What are the benefits of participating in a 457 plan?

  • You reduce your current income taxes while investing for retirement.
  • Your earnings accumulate tax-deferred.
  • You can dollar cost average through convenient payroll deductions. *
  • You may be allowed to make additional "catch-up" contributions if you are 50 (or older) or within three years of your normal retirement age and already contributing the maximum to your plan.
  • If you change jobs, you have the flexibility to move your account into your new Employer's retirement plan.
  • If you retire or leave service early, there are generally no penalties for withdrawals.
  • Supplemental investments are helpful in states and communities where no contribution is made to Social Security.

* Dollar cost averaging does not assure profit or protect against loss in a declining market. Since dollar cost averaging involves continuous investing, regardless of fluctuating prices, investors must consider their level of comfort in continuing to invest during a declining market.

The ICMA-RC 457 Plan Advantage

  • You can increase, decrease, stop and restart contributions as often as you wish without fees or penalties (subject to your Employer's approval).
  • You may choose from a wide range of investment options selected by your employer for the plan.
  • There are no minimum investment requirements.
  • Your designated beneficiaries are entitled to receive all remaining funds in your account in the event of your death.
  • You have the most flexible withdrawal payment options available under law.
  • You control your account even while you are withdrawing assets.

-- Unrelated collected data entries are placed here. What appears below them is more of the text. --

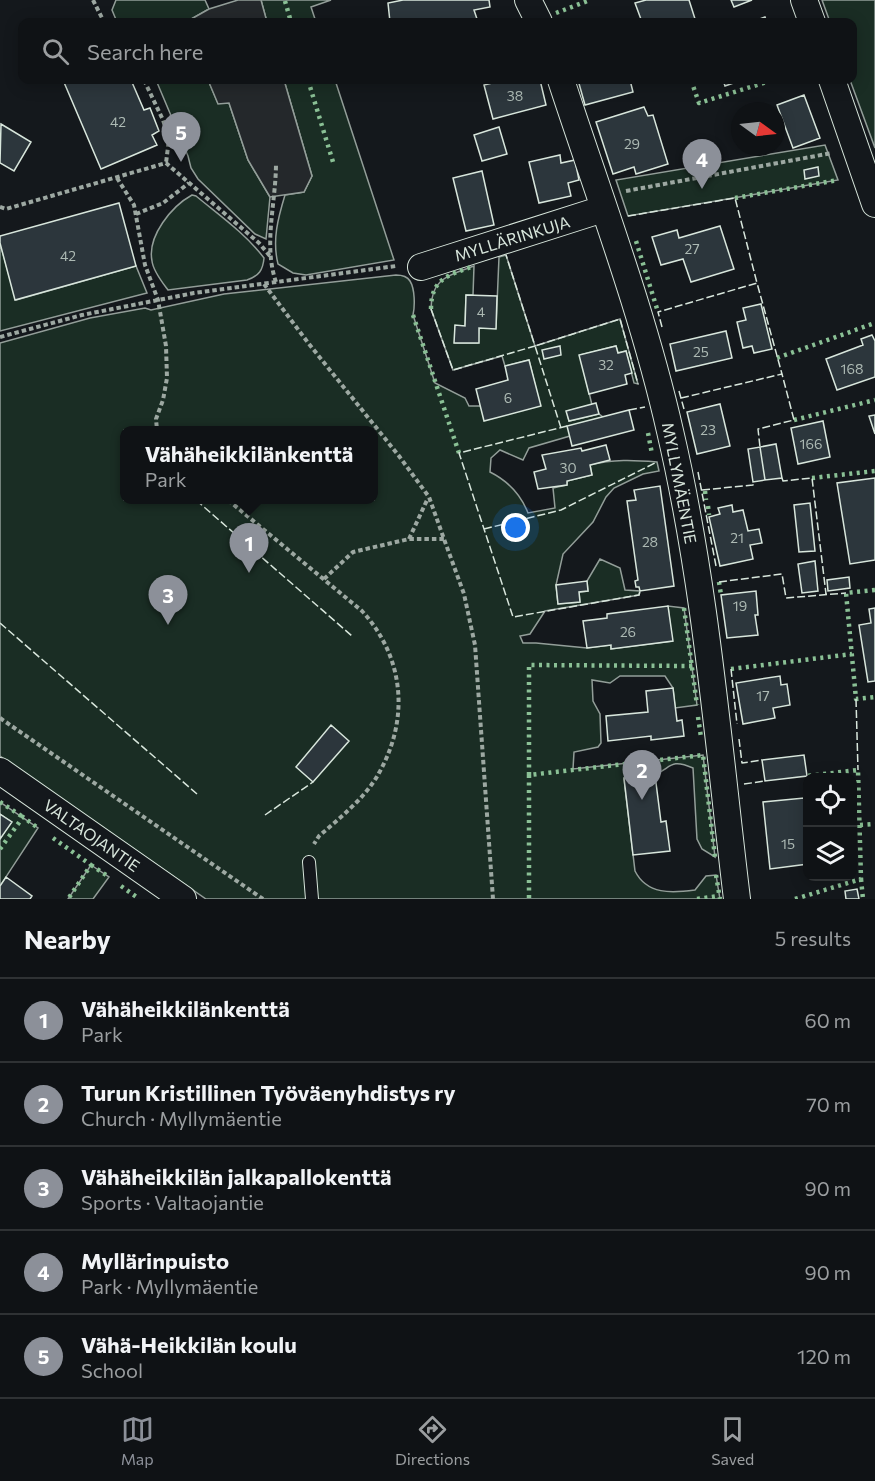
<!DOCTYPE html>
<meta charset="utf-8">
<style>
body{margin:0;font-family:Commissioner,sans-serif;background:#181b1e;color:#f1f3f6}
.controls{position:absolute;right:18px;bottom:18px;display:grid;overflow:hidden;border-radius:12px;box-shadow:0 3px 15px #0003}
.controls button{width:54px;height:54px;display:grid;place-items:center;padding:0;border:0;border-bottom:2px solid #2f3234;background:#0f1215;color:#f1f3f6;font:30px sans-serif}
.compass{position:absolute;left:731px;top:102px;width:54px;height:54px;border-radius:50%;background:#0f1215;box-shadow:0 3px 15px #0003;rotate:105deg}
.you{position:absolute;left:516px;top:528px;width:21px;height:21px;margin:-15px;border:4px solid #fff;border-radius:50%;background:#1a73e8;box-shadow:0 0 0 9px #1a73e833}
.badge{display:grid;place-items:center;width:39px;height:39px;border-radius:50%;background:#8c9099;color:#fff;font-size:20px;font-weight:700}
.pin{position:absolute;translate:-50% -50px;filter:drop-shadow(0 2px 3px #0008)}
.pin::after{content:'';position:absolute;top:32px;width:21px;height:18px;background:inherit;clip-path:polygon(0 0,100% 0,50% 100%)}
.popup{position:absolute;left:120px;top:426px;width:258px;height:78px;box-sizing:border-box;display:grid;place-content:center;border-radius:12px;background:#0f1215;filter:drop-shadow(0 2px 4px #0005);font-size:20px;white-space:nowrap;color:#9b9ea0}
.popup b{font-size:22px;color:#f1f3f6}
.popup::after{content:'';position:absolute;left:50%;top:100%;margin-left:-12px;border:12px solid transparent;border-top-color:#0f1215}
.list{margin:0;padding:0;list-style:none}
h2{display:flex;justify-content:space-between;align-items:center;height:78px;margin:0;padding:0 24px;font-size:26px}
h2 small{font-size:20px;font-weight:400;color:#9b9ea0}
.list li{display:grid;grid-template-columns:39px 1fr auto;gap:18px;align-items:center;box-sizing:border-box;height:84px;padding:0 24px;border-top:2px solid #2f3234}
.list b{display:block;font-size:22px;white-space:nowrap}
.list p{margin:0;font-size:20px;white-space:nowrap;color:#9b9ea0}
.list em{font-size:20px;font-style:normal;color:#9b9ea0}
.icon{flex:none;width:33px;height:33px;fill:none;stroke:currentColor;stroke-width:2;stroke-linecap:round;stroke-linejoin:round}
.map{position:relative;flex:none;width:875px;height:899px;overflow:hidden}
.search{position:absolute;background:#0f1215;box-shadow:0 3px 15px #0003;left:18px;right:18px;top:18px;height:66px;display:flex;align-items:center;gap:15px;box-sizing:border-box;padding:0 21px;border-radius:12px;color:#9b9ea0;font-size:22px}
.sheet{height:498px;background:#0f1215}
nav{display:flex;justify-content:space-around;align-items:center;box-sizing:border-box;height:84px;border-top:2px solid #2f3234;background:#0f1215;font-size:16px;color:#9b9ea0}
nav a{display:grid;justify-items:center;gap:3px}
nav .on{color:#8c9099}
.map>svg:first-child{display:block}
</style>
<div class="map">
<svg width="875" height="899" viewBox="0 0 875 899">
<rect width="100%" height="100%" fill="#14181c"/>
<!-- green -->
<path fill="#1a2d24" stroke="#939e99" stroke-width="1.5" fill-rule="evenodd" d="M116,0H205L209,9L186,22H117L112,10Z
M261,0H331L311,7L316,22H267Z
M822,0H875V148L850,80H852V22H830Z
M156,80H208L218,103H229L248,160L270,197L266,239L255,234L198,179L191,168L188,156Z
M284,80H335L394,260L306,275L293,273L278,264C272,240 278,218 285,195L304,192L312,176Z
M825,145L838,180L628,216L616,180Z
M192,195L196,196C219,215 246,234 264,258C263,270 259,276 247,280L168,290C162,282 153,271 152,261C147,236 172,206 192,195Z
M0,243L16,300L136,266L147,293L0,331Z
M506,255L535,346L620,319L638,384L634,383L626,351L618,353L616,346L580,355L592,405L567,411L569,421L599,414L603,417L570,436L529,448L523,460L500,450L491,458L490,472C508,481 521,495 528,513L555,508L553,488L567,485V481L592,475L590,465C613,459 634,460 657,462L659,471L643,474L614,488L606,497L593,522L563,554L556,585L558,604L580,602L579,592L588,591L587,581L600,559L620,568L625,590L640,591L639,595L545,611L530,634L520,636L523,643H536L587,648L611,645V649L672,641L668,606L684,608L697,705L675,708L673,688L665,676H620L610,683L592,680L593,701L600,714L601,743L598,747L574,752L573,769L703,755L715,857L702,849L697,839L693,768C668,757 671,770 653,775C644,777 633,777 624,779L635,871C647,895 672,893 695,890L706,876L716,875L720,899H206L0,756V343L90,318L145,308L151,310L224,294L396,275C401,275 407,276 410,281C415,289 415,306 413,315L435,383L465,398L469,406H540L529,360L505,366L502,356L453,370L431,309C431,278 449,275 474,266L473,295H466L465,326H455V343H478L479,328H496L499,257ZM124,430H374V500H124Z
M0,802L38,828L0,886V839L11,822L0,814Z
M91,865L109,877L93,899H68Z"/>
<!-- parking -->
<path fill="#24282b" stroke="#939e99" stroke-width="1.5" d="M238,0H261L267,22H186L209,9Z
M208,80H284L312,176L304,192L270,197L248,160L229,103L218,104Z"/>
<!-- building -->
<path fill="#2c363c" stroke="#d8e6dc" stroke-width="1.5" d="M403,0H489L490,7L474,10L478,22H390L388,3Z
M646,0H689L696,22H642L635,3Z
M731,0H752L734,7Z
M765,17L767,22H752Z
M63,80H131L144,110L150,108L159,131L152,135L157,145L101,169Z
M497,80H540L546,105L493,119L484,85L497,82Z
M578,80H630L633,92L585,105Z
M723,80H742L725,86Z
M804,95L820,138L793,148L777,105Z
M644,107L648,116L653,115L668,164L636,174L634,167L613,174L596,122Z
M1,124L31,142L14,171L0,163Z
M499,127L507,154L482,161L474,135Z
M560,155L561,163L575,160L579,180L568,183L571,196L539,203L529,162Z
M818,167L819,176L805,179L804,170Z
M482,171L494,225L466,231L453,178Z
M119,203L136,266L15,300L0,243V236Z
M720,226L734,269L691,282L683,259L661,265L652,237L677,230L679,238Z
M466,295L497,296L496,329L479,328V343H454L455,325L465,326Z
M761,304L772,349L754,353L752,346L743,348L737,322L746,320L743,308Z
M726,331L732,358L676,371L670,344Z
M872,335L875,341V377L837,390L826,359L863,345L861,339Z
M560,346L561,355L544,359L542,350Z
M616,346L618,353L626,351L632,373L625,375L627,384L589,394L579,355Z
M529,360L541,406L484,421L476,389L508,380L505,366Z
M596,403L599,414L569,421L566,411Z
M720,404L730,446L697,454L687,412Z
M629,410L634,430L572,446L567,426Z
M875,415V434L869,416Z
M823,421L830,457L798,464L791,428Z
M776,444L782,478L765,480L760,447Z
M606,445L610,460L590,465L592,475L567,481V485L538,489L534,472L546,469L542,455L581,448L582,451Z
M760,447L765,480L753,482L748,449Z
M875,478V560L850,564L837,483Z
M660,486L674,586L640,591L639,587H636L635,581L638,580L627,501L636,500L634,490Z
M810,503L815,551L799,552L794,505Z
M732,505L733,512L743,510L748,531L759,529L762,543L750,545L753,559L720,566L709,517L720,514L718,508Z
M815,561L818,591L802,593L798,564Z
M849,577L850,588L828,591L827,580Z
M587,581L588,591L579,592L580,602L558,604L556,585Z
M756,591L758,615H755L758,635L727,638L721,595Z
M668,606L673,641L611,649V645L587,648L583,621L607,618V614Z
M875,608V681L868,682L859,625L871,623L869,609Z
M780,676L781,685L787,684L790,705L773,708L775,718L743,724L736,683Z
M673,688L677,721L682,720L684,736L651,740V736L608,741L606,716L648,712L646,691Z
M331,725L349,741L313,782L296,767Z
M804,755L807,776L765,781L762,760Z
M655,775L661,822L666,821L670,851L633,855L624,778Z
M804,798L808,824V864L770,869L763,802Z
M0,814L12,822L0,839Z
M6,877L32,896L30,899H0V886Z
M857,889L859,899H846L845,891Z"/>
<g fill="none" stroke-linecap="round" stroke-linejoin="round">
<!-- lane casing -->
<g stroke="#d8e6dc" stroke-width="14">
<path id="lane" d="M309,862L312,899"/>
</g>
<!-- street casing -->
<g stroke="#d8e6dc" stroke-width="28">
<path id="street" d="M528,0L539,22
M804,0L812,22
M561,80C599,196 643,312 670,431C706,585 718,743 737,899
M832,80L875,204
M421,267L603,209
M0,771L183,899"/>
</g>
<!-- path -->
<path stroke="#9da8a2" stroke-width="4" stroke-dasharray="4.5 3" stroke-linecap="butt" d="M93,0L104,22
M144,80L163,120L169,139L166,163
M117,178L134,205L145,265L158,300L166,346L167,378L163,400L156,419L157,430
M626,191L832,153
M0,207L6,209L166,163L259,243L270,256
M136,214L163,203L189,183
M276,282C263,245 276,203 276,163
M264,284L309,344L399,456L429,497L444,539L464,594L475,645L493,899
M0,337L82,315L194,293L396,266
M228,500L362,611C404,657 410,718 379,773C366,797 340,818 319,836L314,844
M409,539L428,498
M324,579L353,552L409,539H444
M0,718L263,899"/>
<!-- lane -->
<use href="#lane" stroke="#14181c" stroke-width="12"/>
<!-- street -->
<use href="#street" stroke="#14181c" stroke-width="26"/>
<!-- hedge -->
<path stroke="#8ac095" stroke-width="4.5" stroke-dasharray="3 4.5" stroke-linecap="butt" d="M285,1L291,22
M556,13L590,0
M308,80L333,162
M691,80L699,103L773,80
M735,198L838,180
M636,241L658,312
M431,309C431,278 449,275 474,266
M413,315L459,453
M777,358L875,323
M794,420L875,400
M648,433L652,454
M812,478L875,471
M705,491L706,500
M708,506L709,515
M719,582L721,595
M875,590L846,593L856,699L875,697
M684,608L697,705
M692,666L529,665V775L703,755L715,857
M731,669L852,654
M698,717L701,737
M529,775V899
M0,802L23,817
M860,825L875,824
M53,838L91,865L68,899
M0,849L23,817L38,828
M91,865L109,877
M716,875L720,899
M861,879L863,899
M121,886L138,898
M697,899L719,896
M795,899L861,879L858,770L807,776"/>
<!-- fence -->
<path stroke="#d8e6dc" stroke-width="1.5" stroke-dasharray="8 3" stroke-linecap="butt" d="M628,216L735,198L757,283
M431,309L453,370L535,346L506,255
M662,327L658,312L757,283L782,374
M679,391L684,409
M681,398L782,374L794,420L758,429L760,447
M629,410L645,407
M567,426L459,453L513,617L639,595L640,591
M561,428L535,346L620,319L638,384
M698,472L716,566
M782,478L783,481L812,478L826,594
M702,490L753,485V482
M196,500L352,636
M484,529L561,510L657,462
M719,582L782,574L786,598L846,593
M0,623L197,794
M731,669L737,724
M856,699L858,770
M739,739L742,763L762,760
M744,784L765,781
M265,815L313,782"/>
</g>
<g text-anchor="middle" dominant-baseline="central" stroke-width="4.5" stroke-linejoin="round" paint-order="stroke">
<!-- number labels -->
<g font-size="14" fill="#adbab4">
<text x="515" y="95">38</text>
<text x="118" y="121">42</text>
<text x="632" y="143">29</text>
<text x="692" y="248">27</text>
<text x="68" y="255">42</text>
<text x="481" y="311">4</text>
<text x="701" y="351">25</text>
<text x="606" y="364">32</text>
<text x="852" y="368">168</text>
<text x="508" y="397">6</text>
<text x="708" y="429">23</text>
<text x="811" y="443">166</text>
<text x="568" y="467">30</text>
<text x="737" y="537">21</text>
<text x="650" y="541">28</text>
<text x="740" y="605">19</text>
<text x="628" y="631">26</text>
<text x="763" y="695">17</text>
<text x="788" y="843">15</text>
</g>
<!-- street labels -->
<g font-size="16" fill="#d8e6dc" stroke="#14181c">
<text transform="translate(512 238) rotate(-17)">MYLLÄRINKUJA</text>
<text transform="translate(680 483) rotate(79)">MYLLYMÄENTIE</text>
<text transform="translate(92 835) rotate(35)">VALTAOJANTIE</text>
</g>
</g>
</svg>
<div class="controls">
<button><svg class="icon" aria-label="locate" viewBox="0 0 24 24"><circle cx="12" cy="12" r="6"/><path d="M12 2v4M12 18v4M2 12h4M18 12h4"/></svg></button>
<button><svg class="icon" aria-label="layers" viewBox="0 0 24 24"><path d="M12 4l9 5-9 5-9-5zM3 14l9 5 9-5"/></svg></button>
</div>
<svg class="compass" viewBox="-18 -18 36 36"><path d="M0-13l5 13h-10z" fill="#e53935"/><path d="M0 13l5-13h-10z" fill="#9b9ea0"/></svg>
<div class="you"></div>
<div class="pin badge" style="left:249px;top:573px">1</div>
<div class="popup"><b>Vähäheikkilänkenttä</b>Park</div>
<div class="pin badge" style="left:642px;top:800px">2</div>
<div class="pin badge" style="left:168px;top:625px">3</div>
<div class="pin badge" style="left:702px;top:189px">4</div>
<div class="pin badge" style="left:181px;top:162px">5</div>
<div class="search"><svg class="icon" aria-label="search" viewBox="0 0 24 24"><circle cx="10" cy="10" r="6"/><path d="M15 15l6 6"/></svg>Search here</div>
</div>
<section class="sheet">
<h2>Nearby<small>5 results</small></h2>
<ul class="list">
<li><span class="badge">1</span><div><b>Vähäheikkilänkenttä</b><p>Park</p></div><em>60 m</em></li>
<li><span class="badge">2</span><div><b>Turun Kristillinen Työväenyhdistys ry</b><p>Church · Myllymäentie</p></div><em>70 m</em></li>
<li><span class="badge">3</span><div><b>Vähäheikkilän jalkapallokenttä</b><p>Sports · Valtaojantie</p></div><em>90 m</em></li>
<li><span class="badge">4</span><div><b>Myllärinpuisto</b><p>Park · Myllymäentie</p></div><em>90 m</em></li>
<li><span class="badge">5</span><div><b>Vähä-Heikkilän koulu</b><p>School</p></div><em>120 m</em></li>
</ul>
</section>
<nav>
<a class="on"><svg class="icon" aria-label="map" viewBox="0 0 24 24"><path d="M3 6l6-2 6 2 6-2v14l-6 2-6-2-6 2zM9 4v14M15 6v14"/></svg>Map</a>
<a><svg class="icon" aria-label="directions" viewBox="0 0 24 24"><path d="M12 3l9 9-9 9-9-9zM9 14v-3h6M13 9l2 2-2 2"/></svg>Directions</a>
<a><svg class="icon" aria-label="saved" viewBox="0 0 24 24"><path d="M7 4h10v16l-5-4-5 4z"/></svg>Saved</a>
</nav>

Please contact your employer for information about enrolling in your 457 Deferred Compensation Plan. To access the standard ICMA-RC 457 plan forms visit our Forms Center.

Keep in Mind:

  • There are strict Internal Revenue Code limits on the amount you may contribute each year.
  • There are two "Catch-Up" provisions that allow you to contribute over-and- above the normal annual contribution amount.
  • If you retire or leave service early, there are no penalties for withdrawals. However, you will be subject to taxes on the amount that you withdraw.
  • You are required under IRS rules to begin withdrawing from the plan in the year you reach age 70½ or, if still working for the employer, in the year you retire, whichever occurs later.